## TASK DETAILS
Your answer must be an exact transcription of every record below, with the pictures omitted.

===== THE DATA

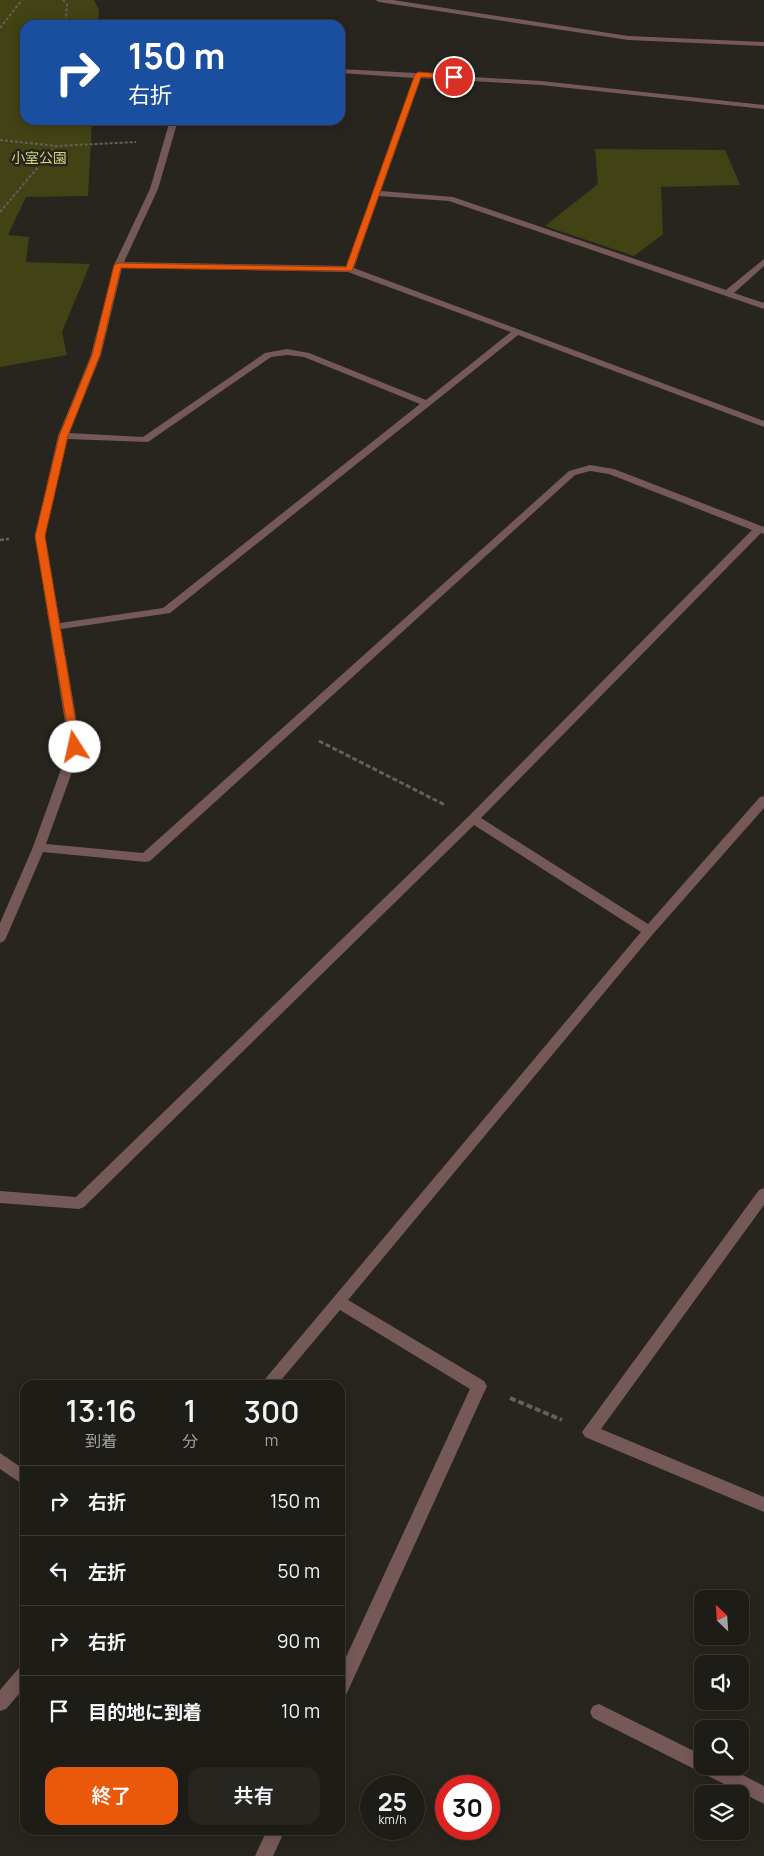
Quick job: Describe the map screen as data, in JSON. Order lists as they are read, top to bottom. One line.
{"parks":["小室公園"],"north":"top left","page":{"turn":["150 m","右折"],"eta":["13:16","到着","1","分","300","m"],"list":[{"name":"右折","value":"150 m"},{"name":"左折","value":"50 m"},{"name":"右折","value":"90 m"},{"name":"目的地に到着","value":"10 m"}],"buttons":["終了","共有"],"speed":"25 km/h","limit":"30"}}
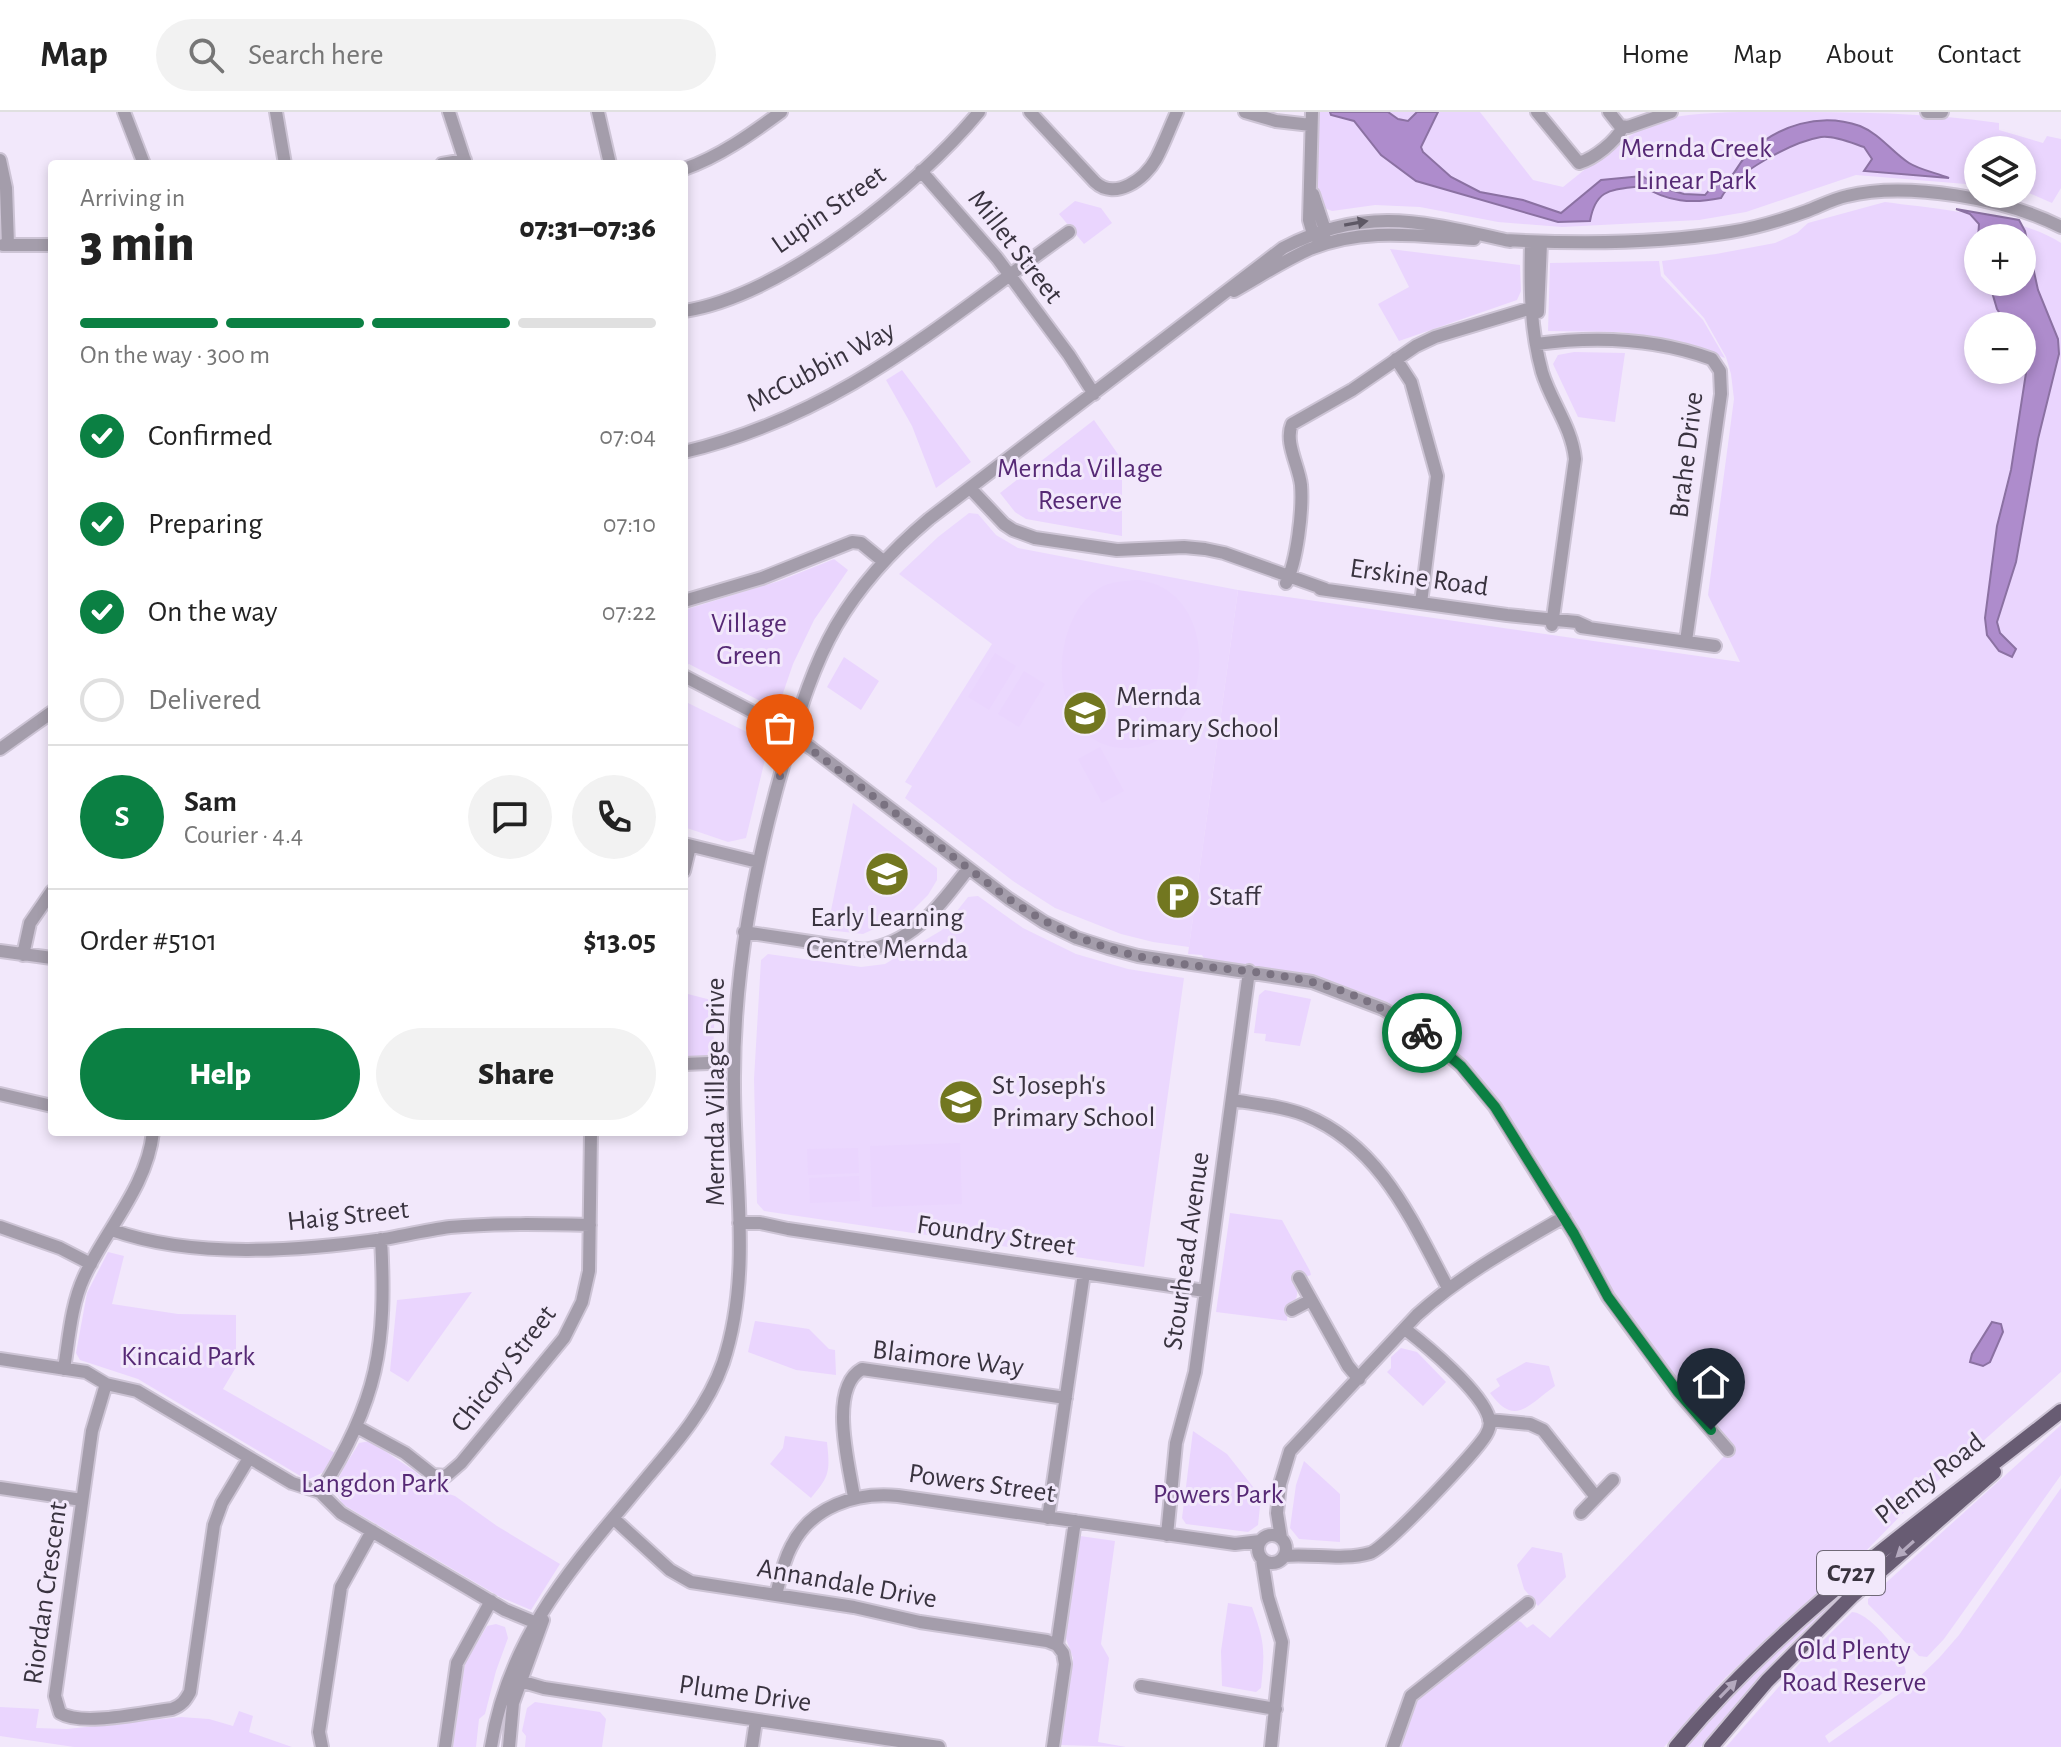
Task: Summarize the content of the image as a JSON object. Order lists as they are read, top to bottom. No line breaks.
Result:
{"streets":{"main road":["Plenty Road","C727"],"street":["Lupin Street","Millet Street","McCubbin Way","Brahe Drive","Erskine Road","Mernda Village Drive","Haig Street","Foundry Street","Stourhead Avenue","Blaimore Way","Chicory Street","Powers Street","Annandale Drive","Riordan Crescent","Plume Drive"]},"crossings":[["Lupin Street","Millet Street"],["Millet Street","McCubbin Way"],["Millet Street","Mernda Village Drive"],["Brahe Drive","Erskine Road"],["Erskine Road","Mernda Village Drive"],["Mernda Village Drive","Foundry Street"],["Mernda Village Drive","Annandale Drive"],["Mernda Village Drive","Plume Drive"],["Haig Street","Chicory Street"],["Foundry Street","Stourhead Avenue"],["Stourhead Avenue","Powers Street"],["Blaimore Way","Powers Street"],["Powers Street","Annandale Drive"]],"parks":["Mernda Creek Linear Park","Mernda Village Reserve","Village Green","Kincaid Park","Langdon Park","Powers Park","Old Plenty Road Reserve"],"places":{"school or university":["Mernda Primary School","Early Learning Centre Mernda","St Joseph's Primary School"],"parking":["Staff"]},"page":{"header":"Map","search":"Search here","nav":["Home","Map","About","Contact"],"map_buttons":["+","−"],"heading":["3 min","Arriving in","07:31–07:36"],"panel":["Sam","Courier · 4.4","Order #5101","$13.05"],"bar":"On the way · 300 m","list":[["Confirmed","07:04"],["Preparing","07:10"],["On the way","07:22"],"Delivered"],"round":"S","buttons":["Help","Share"]}}
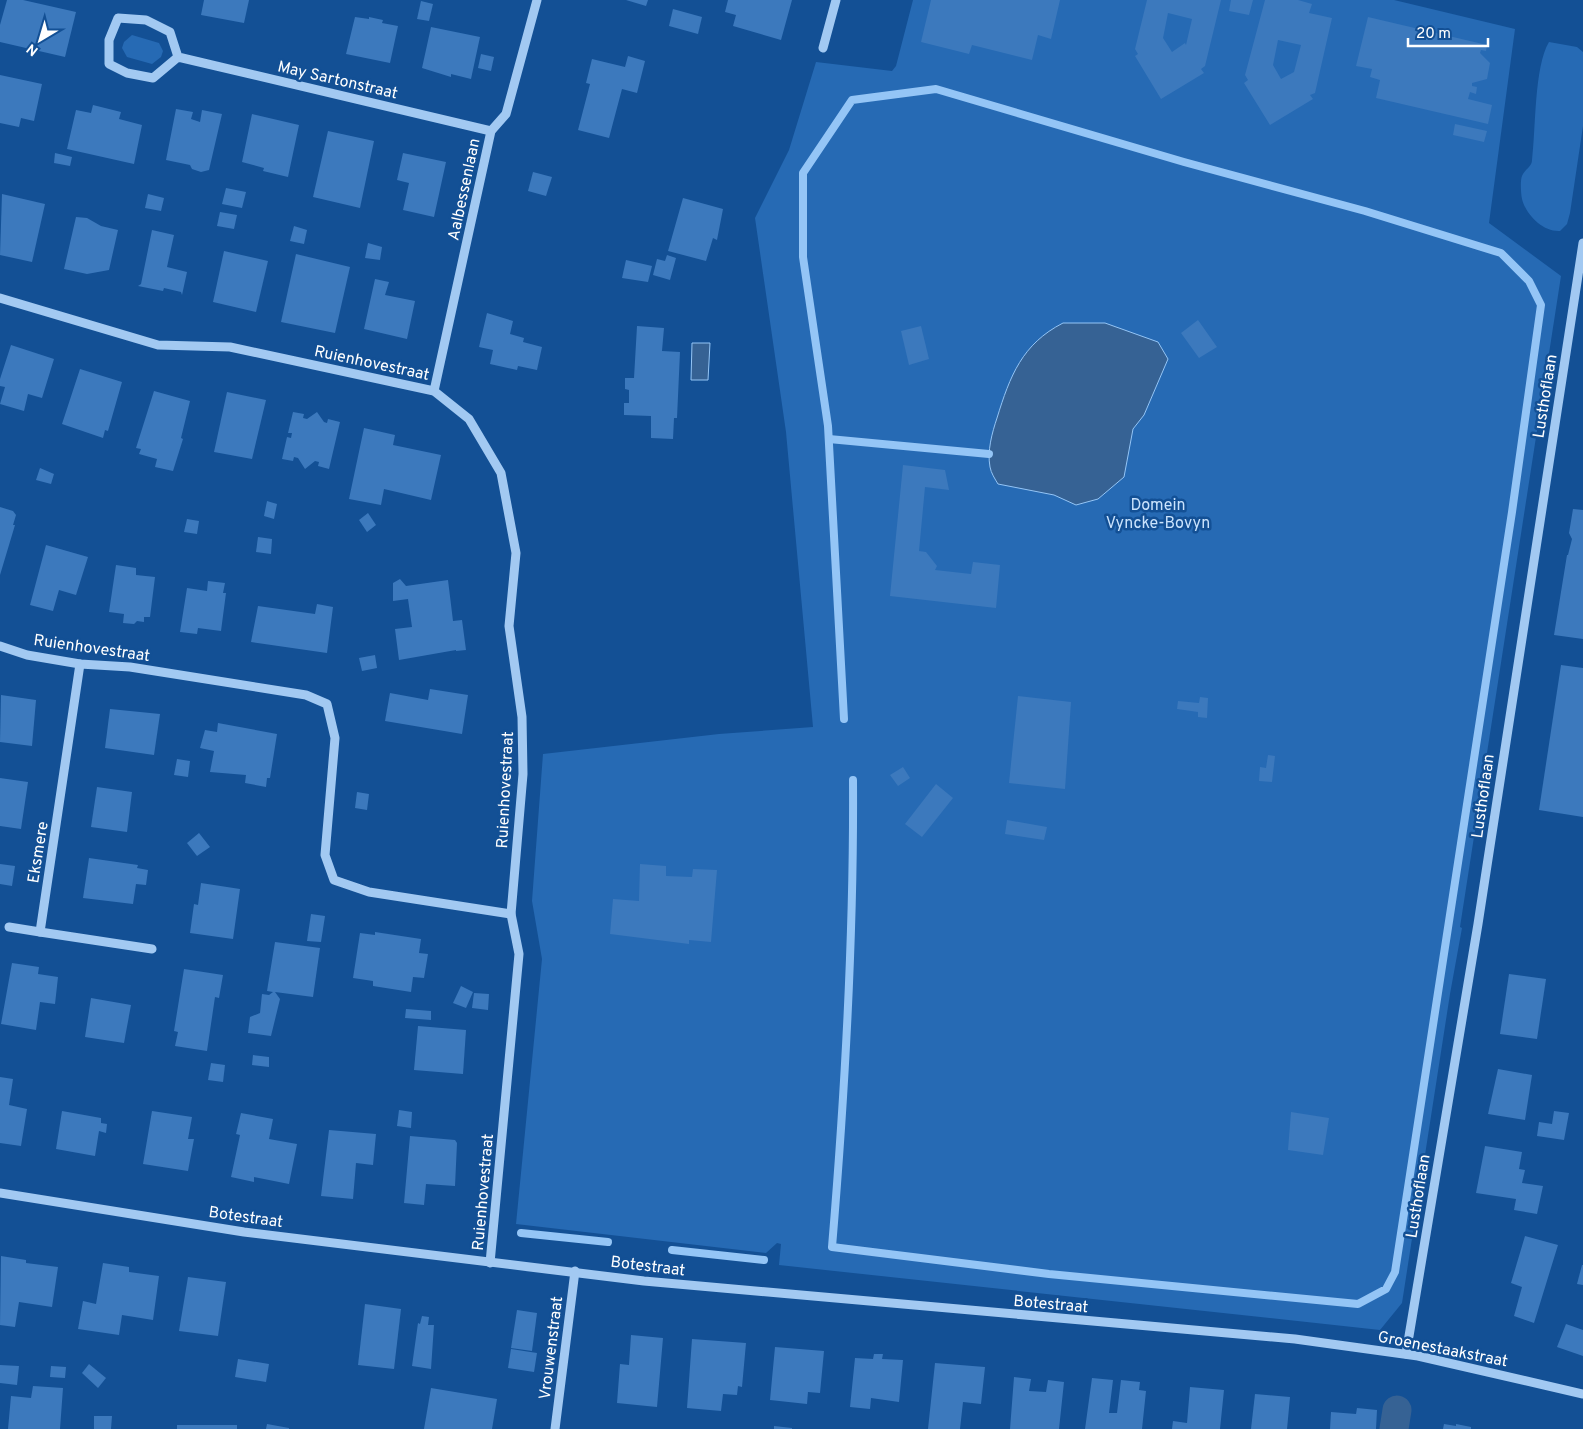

==========

## RESPONSE AREA
Quick job: Describe the map screen as data, in JSON. Order lists as they are read, top to bottom. One line.
{"parks":["小室公園"],"north":"top left","page":{"turn":["150 m","右折"],"eta":["13:16","到着","1","分","300","m"],"list":[{"name":"右折","value":"150 m"},{"name":"左折","value":"50 m"},{"name":"右折","value":"90 m"},{"name":"目的地に到着","value":"10 m"}],"buttons":["終了","共有"],"speed":"25 km/h","limit":"30"}}
Task: Summarize the content of the image as a JSON object. Order lists as they are read, top to bottom. No line breaks.
Result:
{"streets":{"main road":["Plenty Road","C727"],"street":["Lupin Street","Millet Street","McCubbin Way","Brahe Drive","Erskine Road","Mernda Village Drive","Haig Street","Foundry Street","Stourhead Avenue","Blaimore Way","Chicory Street","Powers Street","Annandale Drive","Riordan Crescent","Plume Drive"]},"crossings":[["Lupin Street","Millet Street"],["Millet Street","McCubbin Way"],["Millet Street","Mernda Village Drive"],["Brahe Drive","Erskine Road"],["Erskine Road","Mernda Village Drive"],["Mernda Village Drive","Foundry Street"],["Mernda Village Drive","Annandale Drive"],["Mernda Village Drive","Plume Drive"],["Haig Street","Chicory Street"],["Foundry Street","Stourhead Avenue"],["Stourhead Avenue","Powers Street"],["Blaimore Way","Powers Street"],["Powers Street","Annandale Drive"]],"parks":["Mernda Creek Linear Park","Mernda Village Reserve","Village Green","Kincaid Park","Langdon Park","Powers Park","Old Plenty Road Reserve"],"places":{"school or university":["Mernda Primary School","Early Learning Centre Mernda","St Joseph's Primary School"],"parking":["Staff"]},"page":{"header":"Map","search":"Search here","nav":["Home","Map","About","Contact"],"map_buttons":["+","−"],"heading":["3 min","Arriving in","07:31–07:36"],"panel":["Sam","Courier · 4.4","Order #5101","$13.05"],"bar":"On the way · 300 m","list":[["Confirmed","07:04"],["Preparing","07:10"],["On the way","07:22"],"Delivered"],"round":"S","buttons":["Help","Share"]}}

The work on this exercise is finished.